Comparing Git Branches with Cherry-Picked Commits
I was dealing with a code base where two branches had diverged quite some time ago and commits had been shared between them through cherry-picking. I wanted to bring the branches back in sync, though, and that was proving harder than is usually the case when you can just merge and it figures it out for you. The cherry-picking makes it so that Git has a harder time figuring out which parts to prioritise.
In particular, this was the situation.
- develop has the code that is being worked on, it is also deployed to a dev environment
- main has the code that runs in the production environment, periodically is updated by merging develop into main
For $reasons, at some point in the past develop was being worked on and a whole lot of changes were ported to main by means of cherry-picking instead of merging. The branches were not merged in ages. At a glance, it seemed like develop had changes that main did not have and main had changes that develop did not have.
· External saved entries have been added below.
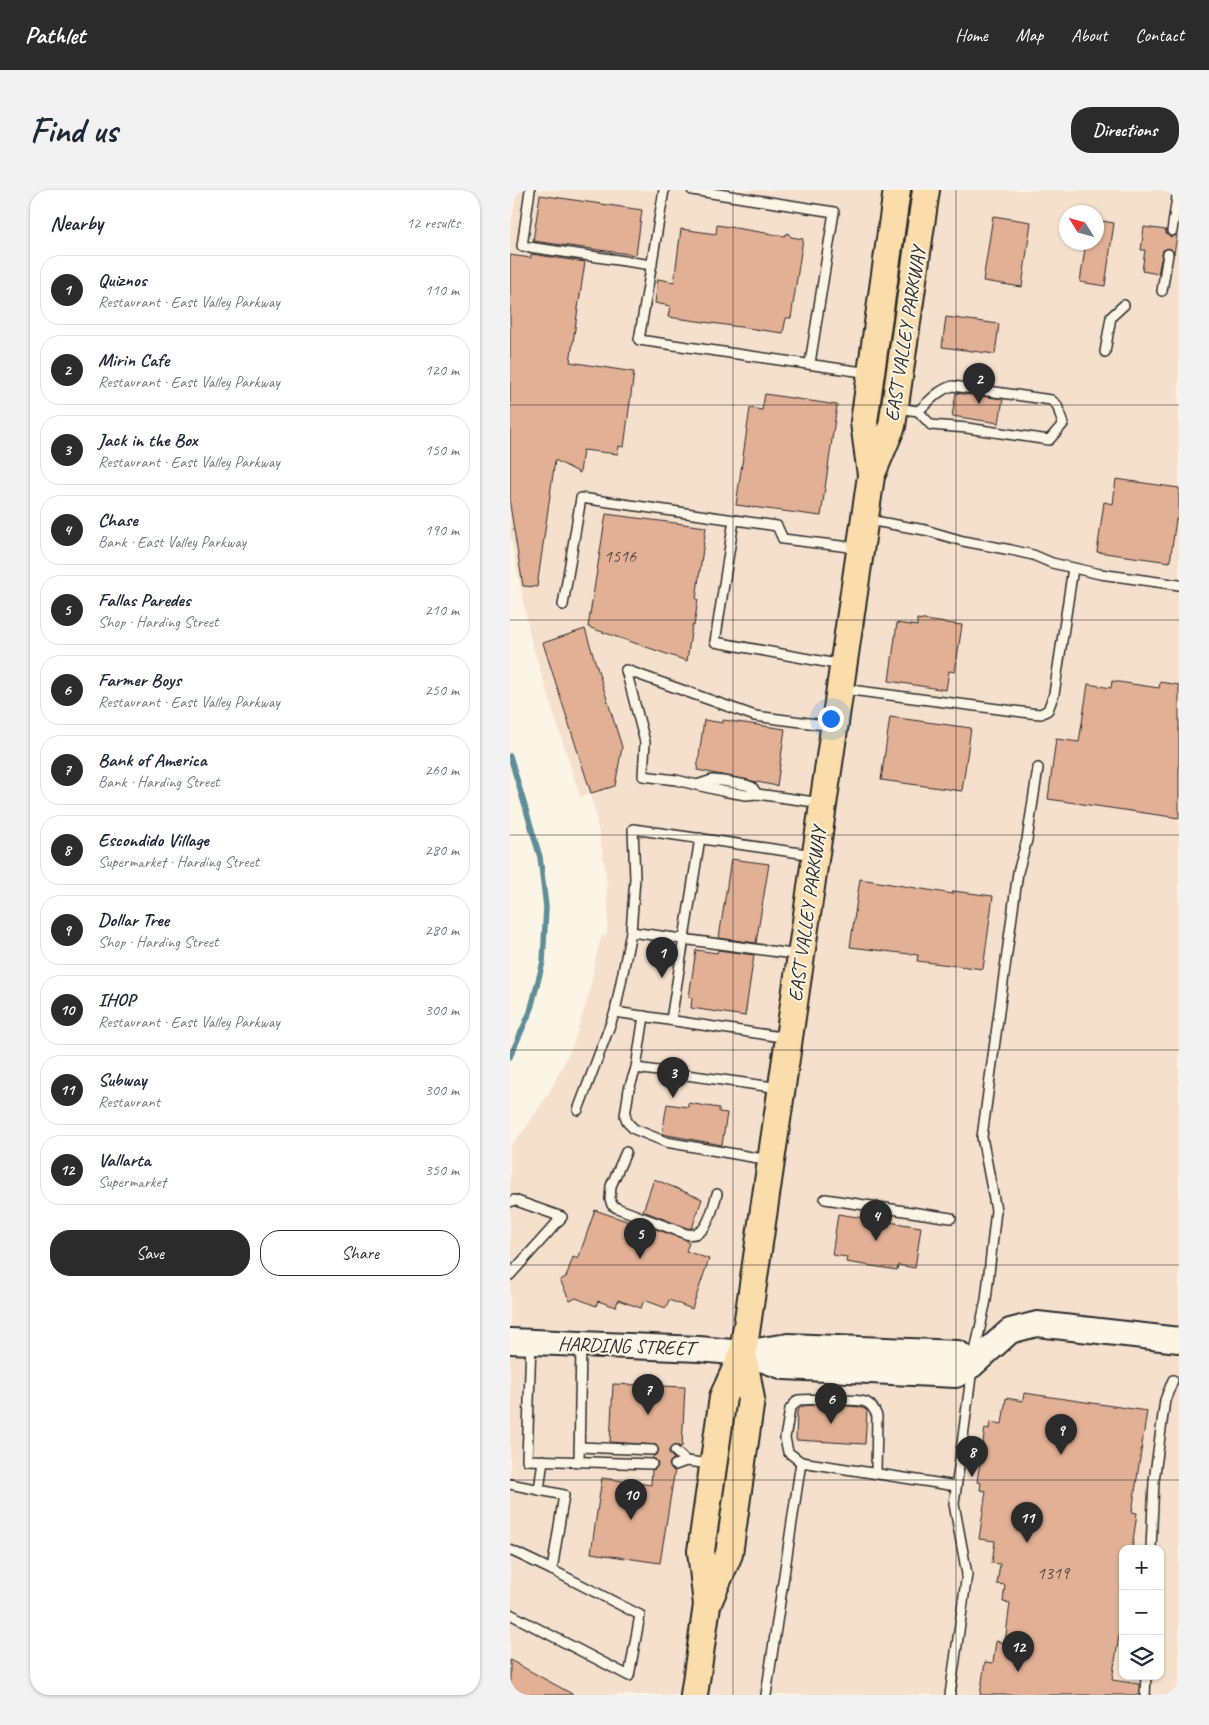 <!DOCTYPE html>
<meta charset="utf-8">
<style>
body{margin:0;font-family:Caveat,sans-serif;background:#f2f2f3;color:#1f2937}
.controls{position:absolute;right:15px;bottom:15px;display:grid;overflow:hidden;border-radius:10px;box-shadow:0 1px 4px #0004}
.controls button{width:45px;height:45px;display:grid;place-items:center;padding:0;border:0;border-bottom:1px solid #e0e1e3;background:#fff;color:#1f2937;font:25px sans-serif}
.compass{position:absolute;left:549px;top:15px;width:45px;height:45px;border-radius:50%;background:#fff;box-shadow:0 1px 4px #0004;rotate:307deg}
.you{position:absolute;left:320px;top:528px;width:18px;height:18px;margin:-12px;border:4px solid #fff;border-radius:50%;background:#1a73e8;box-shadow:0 0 0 8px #1a73e833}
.badge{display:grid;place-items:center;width:32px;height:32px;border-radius:50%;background:#2b2b2b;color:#fff;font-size:16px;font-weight:700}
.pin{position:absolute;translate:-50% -41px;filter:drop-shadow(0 1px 2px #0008)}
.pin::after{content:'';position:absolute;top:26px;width:18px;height:15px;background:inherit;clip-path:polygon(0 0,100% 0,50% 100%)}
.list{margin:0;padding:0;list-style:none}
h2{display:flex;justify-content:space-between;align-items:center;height:65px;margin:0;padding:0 20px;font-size:21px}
h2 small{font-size:16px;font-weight:400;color:#747a83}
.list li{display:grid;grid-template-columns:32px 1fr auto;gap:15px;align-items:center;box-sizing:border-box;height:70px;margin:0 10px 10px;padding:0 10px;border:1px solid #e0e1e3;border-radius:20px}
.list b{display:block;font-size:19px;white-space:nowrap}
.list p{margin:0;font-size:16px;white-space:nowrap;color:#747a83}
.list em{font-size:16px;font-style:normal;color:#747a83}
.actions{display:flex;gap:10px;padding:15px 20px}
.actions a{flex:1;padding:11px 0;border:1px solid #2b2b2b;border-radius:20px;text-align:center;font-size:18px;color:#2b2b2b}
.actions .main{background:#2b2b2b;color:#fff}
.icon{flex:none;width:28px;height:28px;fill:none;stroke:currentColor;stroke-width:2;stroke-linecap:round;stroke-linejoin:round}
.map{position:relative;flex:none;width:669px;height:1505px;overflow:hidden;border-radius:20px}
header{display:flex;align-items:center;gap:30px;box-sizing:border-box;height:70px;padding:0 25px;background:#2b2b2b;color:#fff}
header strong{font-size:24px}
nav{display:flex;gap:28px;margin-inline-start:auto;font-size:18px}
.intro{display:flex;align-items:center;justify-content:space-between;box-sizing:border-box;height:120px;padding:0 30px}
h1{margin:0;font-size:35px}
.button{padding:12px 22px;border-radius:20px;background:#2b2b2b;color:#fff;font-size:18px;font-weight:700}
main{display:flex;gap:30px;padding:0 30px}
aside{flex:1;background:#fff;border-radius:20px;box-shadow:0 1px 4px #0004}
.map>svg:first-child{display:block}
</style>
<header>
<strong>Pathlet</strong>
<nav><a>Home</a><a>Map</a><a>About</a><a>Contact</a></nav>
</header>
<div class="intro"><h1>Find us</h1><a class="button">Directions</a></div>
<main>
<aside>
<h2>Nearby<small>12 results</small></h2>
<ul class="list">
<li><span class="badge">1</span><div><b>Quiznos</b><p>Restaurant · East Valley Parkway</p></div><em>110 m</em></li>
<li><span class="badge">2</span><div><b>Mirin Cafe</b><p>Restaurant · East Valley Parkway</p></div><em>120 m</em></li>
<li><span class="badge">3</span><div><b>Jack in the Box</b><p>Restaurant · East Valley Parkway</p></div><em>150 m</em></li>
<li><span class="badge">4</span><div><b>Chase</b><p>Bank · East Valley Parkway</p></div><em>190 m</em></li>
<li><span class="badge">5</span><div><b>Fallas Paredes</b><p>Shop · Harding Street</p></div><em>210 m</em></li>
<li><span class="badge">6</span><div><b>Farmer Boys</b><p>Restaurant · East Valley Parkway</p></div><em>250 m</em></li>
<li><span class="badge">7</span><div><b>Bank of America</b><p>Bank · Harding Street</p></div><em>260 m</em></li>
<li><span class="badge">8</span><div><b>Escondido Village</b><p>Supermarket · Harding Street</p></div><em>280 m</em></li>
<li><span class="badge">9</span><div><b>Dollar Tree</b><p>Shop · Harding Street</p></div><em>280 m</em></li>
<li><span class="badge">10</span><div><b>IHOP</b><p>Restaurant · East Valley Parkway</p></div><em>300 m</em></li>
<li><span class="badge">11</span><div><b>Subway</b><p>Restaurant</p></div><em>300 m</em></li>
<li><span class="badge">12</span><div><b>Vallarta</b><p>Supermarket</p></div><em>350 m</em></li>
</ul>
<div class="actions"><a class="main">Save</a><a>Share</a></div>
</aside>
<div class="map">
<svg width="669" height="1505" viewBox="0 0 669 1505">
<rect width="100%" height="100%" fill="#fcf5e5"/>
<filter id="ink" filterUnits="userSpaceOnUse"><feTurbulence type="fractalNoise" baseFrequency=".02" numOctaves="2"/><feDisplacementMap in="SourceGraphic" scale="10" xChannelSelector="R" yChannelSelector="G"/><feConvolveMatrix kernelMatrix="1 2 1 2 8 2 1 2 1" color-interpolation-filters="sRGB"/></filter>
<g filter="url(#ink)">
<path fill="#f4e0cd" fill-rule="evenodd" d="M 7,0 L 669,0 L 669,1505 L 0,1505 L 0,956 L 15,939 L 40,901 L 63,855 L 80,800 L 85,770 L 92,746 L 97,745 L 98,720 L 96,683 L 85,621 L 80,603 L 70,607 L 21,451 L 0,344 L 0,40 ZM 556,22 L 586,22 L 586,52 L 556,52 ZM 613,1359 L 650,1359 L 650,1486 L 613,1486 Z"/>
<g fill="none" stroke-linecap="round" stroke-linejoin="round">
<polyline stroke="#5f8e98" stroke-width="5.5" points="0,566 30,667 36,717 33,772 20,822 0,867"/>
</g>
<g fill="#e2b095" stroke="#2b2b2b">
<polygon points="30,5 132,20 126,65 23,51"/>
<polygon points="483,26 521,32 512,97 473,91"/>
<polygon points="586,30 604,33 595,96 570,92 576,52 586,52"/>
<polygon points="207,35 274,46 278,43 281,47 293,49 281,128 276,128 273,143 158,127 160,116 145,113 148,89 164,92 171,39 206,44"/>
<polygon points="634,37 656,40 656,44 661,47 667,45 664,64 662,60 659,58 653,60 648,84 632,81 635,60 631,60"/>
<polygon points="21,64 75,72 60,172 124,182 114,257 109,256 108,264 73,260 70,283 45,270 27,397 13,396 0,315 0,65 21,68"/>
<polygon points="436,127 489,134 485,164 432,157"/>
<polygon points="446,203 493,209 489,233 442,226"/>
<polygon points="255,204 327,215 311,326 226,315 240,218 252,220"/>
<polygon points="606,289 669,298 669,329 666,329 660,372 587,362 594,312 603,314"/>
<polygon points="96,324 196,337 186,409 188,409 184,436 182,435 177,471 78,437"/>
<polygon points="407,429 452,435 445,482 439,481 436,500 379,491 387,433 407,436"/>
<polygon points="75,439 112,557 105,596 81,603 33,453"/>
<polygon points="602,491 649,498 650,492 669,495 669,628 538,609 546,549 569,552 578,494 601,498"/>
<polygon points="380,527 461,538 452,601 371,590"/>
<polygon points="194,530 213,533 213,530 275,539 267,596 187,580"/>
<polygon points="221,669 259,674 246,753 209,748"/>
<polygon points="350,689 443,704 443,701 483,706 473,779 407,771 408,765 340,757"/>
<polygon points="186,760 207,763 208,760 244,765 235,826 181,818 182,808 179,807"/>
<polygon points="178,913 209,918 209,922 217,923 212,955 152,944 157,914 178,917"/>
<polygon points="144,989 192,1009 182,1038 177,1038 133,1021"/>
<polygon points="85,1020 128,1035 128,1033 177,1050 177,1052 179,1053 176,1061 199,1069 182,1119 159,1110 156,1118 134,1110 131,1118 108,1110 106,1117 88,1111 86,1116 66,1108 60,1111 50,1090 56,1087 63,1067 68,1069"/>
<polygon points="328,1024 411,1037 405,1078 388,1075 387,1080 336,1072 337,1067 322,1065"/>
<polygon points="103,1194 175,1197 172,1257 164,1255 159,1260 159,1263 164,1269 161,1271 159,1274 161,1279 165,1281 164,1285 150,1373 81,1363 92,1288 141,1295 142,1280 145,1279 148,1275 147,1271 142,1268 149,1261 146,1255 100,1252"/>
<polygon points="314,1198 333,1198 333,1204 330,1205 327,1209 329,1215 349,1217 357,1220 355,1254 286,1250 287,1222 292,1216 317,1214 319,1208 318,1205 313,1203"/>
<polygon points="514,1203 637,1221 622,1322 627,1323 622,1359 613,1359 613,1421 602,1490 629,1494 629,1505 470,1505 475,1472 483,1473 486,1451 495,1453 500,1413 493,1412 495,1395 487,1394 490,1374 482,1373 485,1351 469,1349 476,1301 470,1300 471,1293 467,1292 475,1238 479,1239 480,1232 492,1234 496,1208 513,1211"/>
<polygon points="0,1470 64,1505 0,1505"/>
</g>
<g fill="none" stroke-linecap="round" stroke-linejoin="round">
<defs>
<g id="lane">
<polyline points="20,0 12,56 142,75"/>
<polyline points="154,0 129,150 360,183"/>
<polyline points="182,0 324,22 300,173"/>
<polyline points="662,41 668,0"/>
<polyline points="652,101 658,64"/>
<polyline points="595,162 601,127 614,115"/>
<path d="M 387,218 L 408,221 L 421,235 L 457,238 L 539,250 L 553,234 L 547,215 L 541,210 L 443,196 C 429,199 419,212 408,221"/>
<polyline points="224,330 205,452 332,475"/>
<polyline points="358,330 415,340 453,351 501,360 523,365 542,373 590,384 669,395"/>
<polyline points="53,415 71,308 267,336 273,349 348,358"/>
<polyline points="116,480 135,552 133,586 166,590 212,601 236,605 247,604 312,613"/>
<polyline points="116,480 245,526 322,536"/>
<polyline points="333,499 520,523 531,524 538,520 544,504 563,378"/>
<polyline points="187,595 202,590 213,591 236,595 242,597 247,604"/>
<polyline points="121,742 290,765"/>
<polyline points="105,822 278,848"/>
<polyline points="134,826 126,878 270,898"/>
<polyline points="161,830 190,648"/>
<polyline points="126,878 119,899 115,926 118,933 124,939 156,952 259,970"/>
<polyline points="68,920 105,822 121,742 125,688 123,639 304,665"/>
<path d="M 116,962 L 101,996 L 100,1009 L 102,1015 L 107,1018 L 176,1044 C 198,1049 202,1019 207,1004"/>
<polyline points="315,1009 441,1028"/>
<polyline points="0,1012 4,1010 52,1027 0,1085"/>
<polyline points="21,1152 17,1270 142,1274"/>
<polyline points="464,1166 476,1110 486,1020 472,947 508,682 517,650 528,578"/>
<path d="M 333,1210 C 351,1211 360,1208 367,1226 L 366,1283"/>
<polyline points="69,1257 143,1260"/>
<polyline points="165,1261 176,1271"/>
<polyline points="69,1272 71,1155"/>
<polyline points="291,1272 278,1262 275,1248 280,1219 288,1210 313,1209"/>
<polyline points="165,1275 176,1271 201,1274"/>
<polyline points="0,1294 54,1305 42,1380"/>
<polyline points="29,1300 33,1270"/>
<polyline points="641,1359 644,1291 655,1210 663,1190"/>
<polyline points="0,1360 42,1380 130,1425 119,1486 0,1424"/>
<polyline points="256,1505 291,1272 446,1296"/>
<polyline points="440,1505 457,1384 444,1314 462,1179"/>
<polyline points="635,1505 636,1486"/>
</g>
<g id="secondary">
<polyline points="0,1151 189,1159 233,1163 278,1156 448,1163 462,1175"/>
<polyline points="237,1164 274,1177 446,1185 462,1175 500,1141 527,1134 669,1150"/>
</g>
<g id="primary">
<polyline points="361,285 354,232 387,0"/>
<polyline points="197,1415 191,1361 213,1207 233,1163 361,286 382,236 416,0"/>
<polyline points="184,1505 197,1415 219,1364 241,1209 233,1163"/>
</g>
</defs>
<use href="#lane" stroke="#2b2b2b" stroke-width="12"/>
<use href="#secondary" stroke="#2b2b2b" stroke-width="28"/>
<use href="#primary" stroke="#2b2b2b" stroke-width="30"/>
<use href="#lane" stroke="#fcf5e5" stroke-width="9"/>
<use href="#secondary" stroke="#fcf5e5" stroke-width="24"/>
<use href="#primary" stroke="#fbddab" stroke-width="26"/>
</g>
</g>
<path fill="none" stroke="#2b2b2b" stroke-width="1" stroke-opacity="0.55" d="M 223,0 L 223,1505M 446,0 L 446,1505M 0,215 L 669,215M 0,430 L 669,430M 0,645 L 669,645M 0,860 L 669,860M 0,1075 L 669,1075M 0,1290 L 669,1290"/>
<g text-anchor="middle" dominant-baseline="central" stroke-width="4" stroke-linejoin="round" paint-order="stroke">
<g font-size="18" fill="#594c46">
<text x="110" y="366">1516</text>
<text x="543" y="1383">1319</text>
</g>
<g font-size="20" fill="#2b2b2b" stroke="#fcf5e5">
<text transform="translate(395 144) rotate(-81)">EAST VALLEY PARKWAY</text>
<text transform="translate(297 724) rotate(-82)">EAST VALLEY PARKWAY</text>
<text transform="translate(116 1156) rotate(2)">HARDING STREET</text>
</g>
</g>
</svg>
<div class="controls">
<button>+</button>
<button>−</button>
<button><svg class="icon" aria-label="layers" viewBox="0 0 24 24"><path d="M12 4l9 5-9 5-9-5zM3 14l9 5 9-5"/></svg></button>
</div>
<svg class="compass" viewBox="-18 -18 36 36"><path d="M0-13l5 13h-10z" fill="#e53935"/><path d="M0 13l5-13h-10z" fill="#747a83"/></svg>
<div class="you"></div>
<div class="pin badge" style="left:152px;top:788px">1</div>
<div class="pin badge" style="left:469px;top:214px">2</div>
<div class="pin badge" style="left:163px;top:908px">3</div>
<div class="pin badge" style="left:366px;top:1051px">4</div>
<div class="pin badge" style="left:130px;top:1069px">5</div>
<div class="pin badge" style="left:321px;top:1234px">6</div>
<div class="pin badge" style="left:138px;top:1225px">7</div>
<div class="pin badge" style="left:462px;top:1287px">8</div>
<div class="pin badge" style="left:551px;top:1265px">9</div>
<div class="pin badge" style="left:121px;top:1330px">10</div>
<div class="pin badge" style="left:517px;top:1353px">11</div>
<div class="pin badge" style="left:508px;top:1482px">12</div>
</div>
</main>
I wanted to fix this and get them both in sync again, but wading through the mess is tricky. I need to figure out whether every commit on main is actually already in develop or not. Develop has evolved so much that a simple diff made it confusing at best.
Instead, I worked as follows.
First, figure out the last time main and develop were synced up according to Git. This is the commit that Git would use as base if you were to try to merge the two together.
git merge-base main develop
This gives a commit hash. I tagged it (literally, git tag
) as
merge-base-main-dev
for easier access (remember, a tag is just a label
pointing to a certain hash). Next, I checked the number of commits on main and
develop since that last common point.
git log --oneline --ancestry-path merge-base-main-dev..main | wc -l
git log --oneline --ancestry-path merge-base-main-dev..develop | wc -l
In my case I got ~300 and ~600 commits. That is a lot to dig through manually. However, Git can tell you which commits it thinks were cherry-picked between the branches, which are only part of one branch, and which are only part of the other branch.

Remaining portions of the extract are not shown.